» TASK TO COMPLETE
Which lines below contain the word "School"? Copy each one.

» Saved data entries
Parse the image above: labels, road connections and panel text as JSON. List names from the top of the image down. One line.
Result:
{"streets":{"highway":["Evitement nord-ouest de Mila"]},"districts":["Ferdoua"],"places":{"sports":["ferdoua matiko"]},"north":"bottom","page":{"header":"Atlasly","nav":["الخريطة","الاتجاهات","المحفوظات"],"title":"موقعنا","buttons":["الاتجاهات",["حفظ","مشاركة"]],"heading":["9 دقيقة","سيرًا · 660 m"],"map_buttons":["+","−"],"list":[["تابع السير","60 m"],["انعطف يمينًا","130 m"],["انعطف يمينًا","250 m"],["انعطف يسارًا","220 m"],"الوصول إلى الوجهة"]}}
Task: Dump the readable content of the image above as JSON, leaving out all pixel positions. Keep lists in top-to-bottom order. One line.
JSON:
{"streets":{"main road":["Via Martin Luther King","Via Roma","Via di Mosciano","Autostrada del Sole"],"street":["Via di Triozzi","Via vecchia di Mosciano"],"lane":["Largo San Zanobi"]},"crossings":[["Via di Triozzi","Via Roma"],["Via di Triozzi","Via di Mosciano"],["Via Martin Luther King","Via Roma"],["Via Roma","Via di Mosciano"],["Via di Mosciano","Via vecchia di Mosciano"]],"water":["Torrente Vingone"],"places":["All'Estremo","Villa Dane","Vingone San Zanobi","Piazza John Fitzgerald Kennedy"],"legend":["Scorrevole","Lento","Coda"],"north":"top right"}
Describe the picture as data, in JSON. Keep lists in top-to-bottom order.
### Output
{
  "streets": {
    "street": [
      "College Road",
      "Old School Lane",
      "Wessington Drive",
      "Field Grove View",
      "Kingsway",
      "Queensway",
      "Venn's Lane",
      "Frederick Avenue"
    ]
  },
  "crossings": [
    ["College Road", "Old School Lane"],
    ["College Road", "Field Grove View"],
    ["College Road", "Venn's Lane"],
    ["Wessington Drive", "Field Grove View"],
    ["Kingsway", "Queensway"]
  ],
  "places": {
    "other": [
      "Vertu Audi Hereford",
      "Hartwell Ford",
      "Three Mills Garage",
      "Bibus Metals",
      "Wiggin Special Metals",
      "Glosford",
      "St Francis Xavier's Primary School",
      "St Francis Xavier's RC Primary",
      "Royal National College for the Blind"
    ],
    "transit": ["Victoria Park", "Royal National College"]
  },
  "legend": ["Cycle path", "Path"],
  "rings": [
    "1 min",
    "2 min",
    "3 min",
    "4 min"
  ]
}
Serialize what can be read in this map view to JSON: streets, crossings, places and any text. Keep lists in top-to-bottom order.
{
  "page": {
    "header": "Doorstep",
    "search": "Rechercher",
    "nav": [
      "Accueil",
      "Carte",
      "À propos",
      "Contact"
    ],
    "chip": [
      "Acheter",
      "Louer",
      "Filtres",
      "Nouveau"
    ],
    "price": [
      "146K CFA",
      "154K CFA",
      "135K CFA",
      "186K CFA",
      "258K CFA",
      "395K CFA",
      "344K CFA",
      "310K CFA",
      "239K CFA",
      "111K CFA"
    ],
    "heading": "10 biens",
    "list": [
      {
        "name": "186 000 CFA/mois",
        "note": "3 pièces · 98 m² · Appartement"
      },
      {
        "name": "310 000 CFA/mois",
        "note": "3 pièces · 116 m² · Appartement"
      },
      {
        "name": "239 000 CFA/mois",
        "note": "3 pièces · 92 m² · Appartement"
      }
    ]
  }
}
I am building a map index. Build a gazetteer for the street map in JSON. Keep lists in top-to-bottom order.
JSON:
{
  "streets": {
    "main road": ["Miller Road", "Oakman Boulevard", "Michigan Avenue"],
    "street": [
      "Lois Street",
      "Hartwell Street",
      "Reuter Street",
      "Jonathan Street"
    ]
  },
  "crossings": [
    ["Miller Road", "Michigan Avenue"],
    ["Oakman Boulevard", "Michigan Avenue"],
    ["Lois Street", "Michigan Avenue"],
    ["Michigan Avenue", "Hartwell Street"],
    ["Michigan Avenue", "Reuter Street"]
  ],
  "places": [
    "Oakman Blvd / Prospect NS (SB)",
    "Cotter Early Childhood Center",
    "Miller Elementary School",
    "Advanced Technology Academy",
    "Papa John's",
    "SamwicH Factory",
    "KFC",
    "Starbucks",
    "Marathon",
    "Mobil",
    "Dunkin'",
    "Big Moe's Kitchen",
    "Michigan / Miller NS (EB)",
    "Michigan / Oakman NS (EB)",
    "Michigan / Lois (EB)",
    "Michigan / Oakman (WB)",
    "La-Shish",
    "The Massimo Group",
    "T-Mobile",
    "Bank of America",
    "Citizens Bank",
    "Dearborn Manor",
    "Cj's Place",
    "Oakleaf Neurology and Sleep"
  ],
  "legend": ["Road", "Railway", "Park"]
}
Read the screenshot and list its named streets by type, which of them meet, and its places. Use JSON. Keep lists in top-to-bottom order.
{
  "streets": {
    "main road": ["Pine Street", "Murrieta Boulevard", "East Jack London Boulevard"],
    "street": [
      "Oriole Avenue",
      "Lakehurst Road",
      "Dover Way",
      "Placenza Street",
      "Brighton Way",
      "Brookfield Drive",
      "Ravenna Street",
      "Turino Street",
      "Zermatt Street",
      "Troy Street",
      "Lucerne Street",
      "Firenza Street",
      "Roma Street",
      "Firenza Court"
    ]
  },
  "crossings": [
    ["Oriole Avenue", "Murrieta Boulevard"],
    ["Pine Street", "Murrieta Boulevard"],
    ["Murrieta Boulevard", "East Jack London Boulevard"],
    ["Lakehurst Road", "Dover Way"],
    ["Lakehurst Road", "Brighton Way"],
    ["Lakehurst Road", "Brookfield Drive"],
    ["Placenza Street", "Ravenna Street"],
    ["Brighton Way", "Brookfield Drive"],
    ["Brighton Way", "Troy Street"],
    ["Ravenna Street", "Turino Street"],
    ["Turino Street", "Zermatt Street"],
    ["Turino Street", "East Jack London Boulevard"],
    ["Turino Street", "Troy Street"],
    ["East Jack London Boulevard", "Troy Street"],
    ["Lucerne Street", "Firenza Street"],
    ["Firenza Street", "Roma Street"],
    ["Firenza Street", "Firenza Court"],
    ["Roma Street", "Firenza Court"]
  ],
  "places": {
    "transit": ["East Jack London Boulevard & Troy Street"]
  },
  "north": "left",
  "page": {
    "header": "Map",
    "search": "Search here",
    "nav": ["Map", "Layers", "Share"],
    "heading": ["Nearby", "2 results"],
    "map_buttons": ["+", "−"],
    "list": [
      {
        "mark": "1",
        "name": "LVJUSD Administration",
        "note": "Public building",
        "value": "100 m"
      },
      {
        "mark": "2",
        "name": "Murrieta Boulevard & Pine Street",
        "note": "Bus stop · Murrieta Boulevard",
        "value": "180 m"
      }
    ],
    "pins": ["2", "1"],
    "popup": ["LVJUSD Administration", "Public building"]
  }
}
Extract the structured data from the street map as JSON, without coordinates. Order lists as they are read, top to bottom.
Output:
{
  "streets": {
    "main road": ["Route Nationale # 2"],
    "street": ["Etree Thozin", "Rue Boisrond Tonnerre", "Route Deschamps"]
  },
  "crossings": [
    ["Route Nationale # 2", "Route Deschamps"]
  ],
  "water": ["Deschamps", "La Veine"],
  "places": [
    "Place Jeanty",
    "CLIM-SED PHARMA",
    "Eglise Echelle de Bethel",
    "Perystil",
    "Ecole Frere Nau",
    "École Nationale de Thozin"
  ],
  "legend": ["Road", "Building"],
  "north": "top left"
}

» EXERCISE SOLUTION
      "Old School Lane",
    ["College Road", "Old School Lane"],
      "St Francis Xavier's Primary School",
    "Miller Elementary School",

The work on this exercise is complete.